BEGIN Data to process

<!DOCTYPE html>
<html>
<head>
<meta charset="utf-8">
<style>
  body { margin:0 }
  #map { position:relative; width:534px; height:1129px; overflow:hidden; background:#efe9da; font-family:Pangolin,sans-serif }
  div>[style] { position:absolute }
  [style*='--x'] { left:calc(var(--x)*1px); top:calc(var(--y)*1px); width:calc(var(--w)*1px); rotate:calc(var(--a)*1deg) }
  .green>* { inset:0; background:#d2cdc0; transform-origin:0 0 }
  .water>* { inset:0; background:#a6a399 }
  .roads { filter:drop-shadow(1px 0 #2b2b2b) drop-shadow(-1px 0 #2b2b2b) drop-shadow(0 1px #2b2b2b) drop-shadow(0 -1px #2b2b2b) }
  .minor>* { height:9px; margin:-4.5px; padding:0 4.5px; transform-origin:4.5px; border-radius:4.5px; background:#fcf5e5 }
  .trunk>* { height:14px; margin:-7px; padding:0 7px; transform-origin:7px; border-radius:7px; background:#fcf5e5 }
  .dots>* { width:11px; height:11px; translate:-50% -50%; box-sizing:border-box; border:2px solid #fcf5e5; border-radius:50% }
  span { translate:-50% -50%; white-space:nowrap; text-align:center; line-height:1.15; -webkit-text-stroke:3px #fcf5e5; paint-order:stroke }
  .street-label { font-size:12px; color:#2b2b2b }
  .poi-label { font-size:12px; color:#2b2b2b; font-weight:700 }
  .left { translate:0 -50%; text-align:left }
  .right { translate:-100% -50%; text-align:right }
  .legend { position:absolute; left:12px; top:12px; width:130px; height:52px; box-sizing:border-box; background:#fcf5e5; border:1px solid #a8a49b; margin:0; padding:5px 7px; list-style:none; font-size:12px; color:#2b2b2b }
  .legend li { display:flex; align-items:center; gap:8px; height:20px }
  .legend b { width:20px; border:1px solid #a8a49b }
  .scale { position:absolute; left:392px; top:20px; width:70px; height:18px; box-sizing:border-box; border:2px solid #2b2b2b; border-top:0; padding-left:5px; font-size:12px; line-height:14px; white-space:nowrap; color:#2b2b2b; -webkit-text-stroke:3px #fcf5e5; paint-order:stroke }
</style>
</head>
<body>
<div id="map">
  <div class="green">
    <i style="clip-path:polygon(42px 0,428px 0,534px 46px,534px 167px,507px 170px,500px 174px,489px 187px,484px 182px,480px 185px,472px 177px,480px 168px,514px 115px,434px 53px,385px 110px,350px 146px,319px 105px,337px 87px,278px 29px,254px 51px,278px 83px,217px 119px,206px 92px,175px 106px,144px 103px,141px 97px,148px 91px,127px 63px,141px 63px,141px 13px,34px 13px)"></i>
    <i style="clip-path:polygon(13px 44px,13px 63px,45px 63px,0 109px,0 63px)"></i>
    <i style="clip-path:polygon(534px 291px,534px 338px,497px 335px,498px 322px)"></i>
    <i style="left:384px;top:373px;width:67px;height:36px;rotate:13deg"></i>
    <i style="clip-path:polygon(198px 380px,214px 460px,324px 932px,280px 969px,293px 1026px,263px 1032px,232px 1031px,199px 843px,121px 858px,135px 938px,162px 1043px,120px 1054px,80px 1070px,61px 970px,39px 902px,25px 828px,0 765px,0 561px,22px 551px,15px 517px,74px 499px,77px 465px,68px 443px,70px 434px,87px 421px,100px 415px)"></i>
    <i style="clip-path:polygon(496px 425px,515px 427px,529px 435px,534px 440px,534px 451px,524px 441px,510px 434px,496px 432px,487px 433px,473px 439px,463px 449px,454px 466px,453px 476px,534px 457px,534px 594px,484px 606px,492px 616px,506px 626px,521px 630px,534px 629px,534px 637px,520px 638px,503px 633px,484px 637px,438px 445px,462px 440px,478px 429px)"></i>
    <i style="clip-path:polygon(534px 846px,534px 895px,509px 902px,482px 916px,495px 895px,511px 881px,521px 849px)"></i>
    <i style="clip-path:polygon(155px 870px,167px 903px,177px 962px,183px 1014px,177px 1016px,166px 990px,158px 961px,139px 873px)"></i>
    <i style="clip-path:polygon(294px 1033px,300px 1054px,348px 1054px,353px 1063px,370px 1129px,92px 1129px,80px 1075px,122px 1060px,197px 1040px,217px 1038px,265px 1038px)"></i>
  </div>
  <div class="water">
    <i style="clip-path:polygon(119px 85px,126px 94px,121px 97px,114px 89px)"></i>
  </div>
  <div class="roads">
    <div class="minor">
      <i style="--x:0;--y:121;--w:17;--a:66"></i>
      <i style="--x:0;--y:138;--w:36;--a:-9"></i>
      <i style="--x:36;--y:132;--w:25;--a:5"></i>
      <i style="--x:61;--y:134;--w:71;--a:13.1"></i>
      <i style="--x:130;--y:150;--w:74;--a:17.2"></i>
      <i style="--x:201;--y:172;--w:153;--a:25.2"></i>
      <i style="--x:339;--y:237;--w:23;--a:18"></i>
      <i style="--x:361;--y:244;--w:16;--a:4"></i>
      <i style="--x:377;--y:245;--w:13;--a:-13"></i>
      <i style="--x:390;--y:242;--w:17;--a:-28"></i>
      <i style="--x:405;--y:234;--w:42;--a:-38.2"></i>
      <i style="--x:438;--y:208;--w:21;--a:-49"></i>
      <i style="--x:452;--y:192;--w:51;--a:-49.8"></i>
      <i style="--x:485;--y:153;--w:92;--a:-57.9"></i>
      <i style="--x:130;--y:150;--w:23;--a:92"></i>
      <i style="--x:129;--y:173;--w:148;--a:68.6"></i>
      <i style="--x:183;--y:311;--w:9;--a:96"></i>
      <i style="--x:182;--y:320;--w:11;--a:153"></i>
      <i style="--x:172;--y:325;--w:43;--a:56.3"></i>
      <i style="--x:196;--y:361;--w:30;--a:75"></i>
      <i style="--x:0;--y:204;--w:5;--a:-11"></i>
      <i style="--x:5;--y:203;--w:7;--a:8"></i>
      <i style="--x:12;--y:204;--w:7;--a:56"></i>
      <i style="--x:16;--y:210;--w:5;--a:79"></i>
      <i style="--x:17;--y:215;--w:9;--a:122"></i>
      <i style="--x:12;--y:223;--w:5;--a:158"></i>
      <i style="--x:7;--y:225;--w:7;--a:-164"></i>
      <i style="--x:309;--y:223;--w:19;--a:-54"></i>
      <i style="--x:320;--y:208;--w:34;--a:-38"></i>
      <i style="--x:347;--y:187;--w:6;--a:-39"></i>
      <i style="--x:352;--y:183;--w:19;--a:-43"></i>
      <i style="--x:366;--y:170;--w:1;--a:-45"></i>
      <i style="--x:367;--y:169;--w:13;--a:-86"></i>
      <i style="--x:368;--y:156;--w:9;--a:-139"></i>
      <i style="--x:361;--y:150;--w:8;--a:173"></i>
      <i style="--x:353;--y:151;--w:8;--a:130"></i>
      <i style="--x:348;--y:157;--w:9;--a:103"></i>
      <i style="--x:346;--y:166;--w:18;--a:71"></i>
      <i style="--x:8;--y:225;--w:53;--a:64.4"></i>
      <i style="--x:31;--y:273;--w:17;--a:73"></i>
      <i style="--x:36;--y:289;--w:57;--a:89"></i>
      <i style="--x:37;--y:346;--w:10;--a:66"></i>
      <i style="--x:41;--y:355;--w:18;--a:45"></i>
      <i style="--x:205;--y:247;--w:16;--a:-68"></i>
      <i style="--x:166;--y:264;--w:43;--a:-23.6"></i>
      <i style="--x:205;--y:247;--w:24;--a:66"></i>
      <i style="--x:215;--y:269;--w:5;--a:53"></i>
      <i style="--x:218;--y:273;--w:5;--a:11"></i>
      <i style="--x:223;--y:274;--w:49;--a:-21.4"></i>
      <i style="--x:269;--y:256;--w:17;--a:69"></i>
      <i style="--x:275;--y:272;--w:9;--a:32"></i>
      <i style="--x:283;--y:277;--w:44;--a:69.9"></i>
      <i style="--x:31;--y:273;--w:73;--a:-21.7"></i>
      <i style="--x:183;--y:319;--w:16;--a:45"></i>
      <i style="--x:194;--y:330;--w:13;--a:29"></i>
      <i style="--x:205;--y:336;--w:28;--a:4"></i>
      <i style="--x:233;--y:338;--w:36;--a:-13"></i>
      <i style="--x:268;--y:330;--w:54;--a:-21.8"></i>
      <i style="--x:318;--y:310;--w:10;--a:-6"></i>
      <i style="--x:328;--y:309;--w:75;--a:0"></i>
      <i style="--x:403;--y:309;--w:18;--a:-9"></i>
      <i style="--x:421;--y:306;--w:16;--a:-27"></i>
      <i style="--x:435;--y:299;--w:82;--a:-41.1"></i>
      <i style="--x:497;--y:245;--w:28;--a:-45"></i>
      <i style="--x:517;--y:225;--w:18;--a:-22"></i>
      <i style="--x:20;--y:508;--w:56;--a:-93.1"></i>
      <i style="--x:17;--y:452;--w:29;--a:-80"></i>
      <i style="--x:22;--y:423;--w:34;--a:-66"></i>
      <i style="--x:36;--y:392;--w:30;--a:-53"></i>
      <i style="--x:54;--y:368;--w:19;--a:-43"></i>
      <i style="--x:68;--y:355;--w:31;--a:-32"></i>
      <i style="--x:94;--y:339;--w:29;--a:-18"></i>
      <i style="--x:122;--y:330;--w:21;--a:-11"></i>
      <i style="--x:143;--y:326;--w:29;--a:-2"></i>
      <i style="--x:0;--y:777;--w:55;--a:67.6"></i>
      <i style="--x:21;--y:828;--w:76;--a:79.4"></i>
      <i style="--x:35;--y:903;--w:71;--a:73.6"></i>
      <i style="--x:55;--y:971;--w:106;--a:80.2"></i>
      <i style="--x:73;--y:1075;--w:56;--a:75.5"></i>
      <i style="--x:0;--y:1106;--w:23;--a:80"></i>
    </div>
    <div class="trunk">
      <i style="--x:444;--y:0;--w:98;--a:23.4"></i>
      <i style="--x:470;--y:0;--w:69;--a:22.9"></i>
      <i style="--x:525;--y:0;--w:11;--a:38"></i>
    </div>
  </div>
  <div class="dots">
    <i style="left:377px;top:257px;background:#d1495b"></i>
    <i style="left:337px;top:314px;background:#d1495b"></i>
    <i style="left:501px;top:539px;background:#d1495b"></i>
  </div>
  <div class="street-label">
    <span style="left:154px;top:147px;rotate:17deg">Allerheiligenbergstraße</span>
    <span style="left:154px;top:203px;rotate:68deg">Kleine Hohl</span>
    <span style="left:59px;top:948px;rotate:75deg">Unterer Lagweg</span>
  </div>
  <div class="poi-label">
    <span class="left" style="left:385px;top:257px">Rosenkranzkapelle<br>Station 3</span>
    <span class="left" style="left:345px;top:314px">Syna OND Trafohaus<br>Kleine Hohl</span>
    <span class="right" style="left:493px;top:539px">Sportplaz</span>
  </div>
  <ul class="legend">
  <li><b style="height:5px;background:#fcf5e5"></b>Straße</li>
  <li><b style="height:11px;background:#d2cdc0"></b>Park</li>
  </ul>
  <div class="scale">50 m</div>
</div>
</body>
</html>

END Data to process

A complete answer gives every line of the records holding "inset".

Output below:
  .green>* { inset:0; background:#d2cdc0; transform-origin:0 0 }
  .water>* { inset:0; background:#a6a399 }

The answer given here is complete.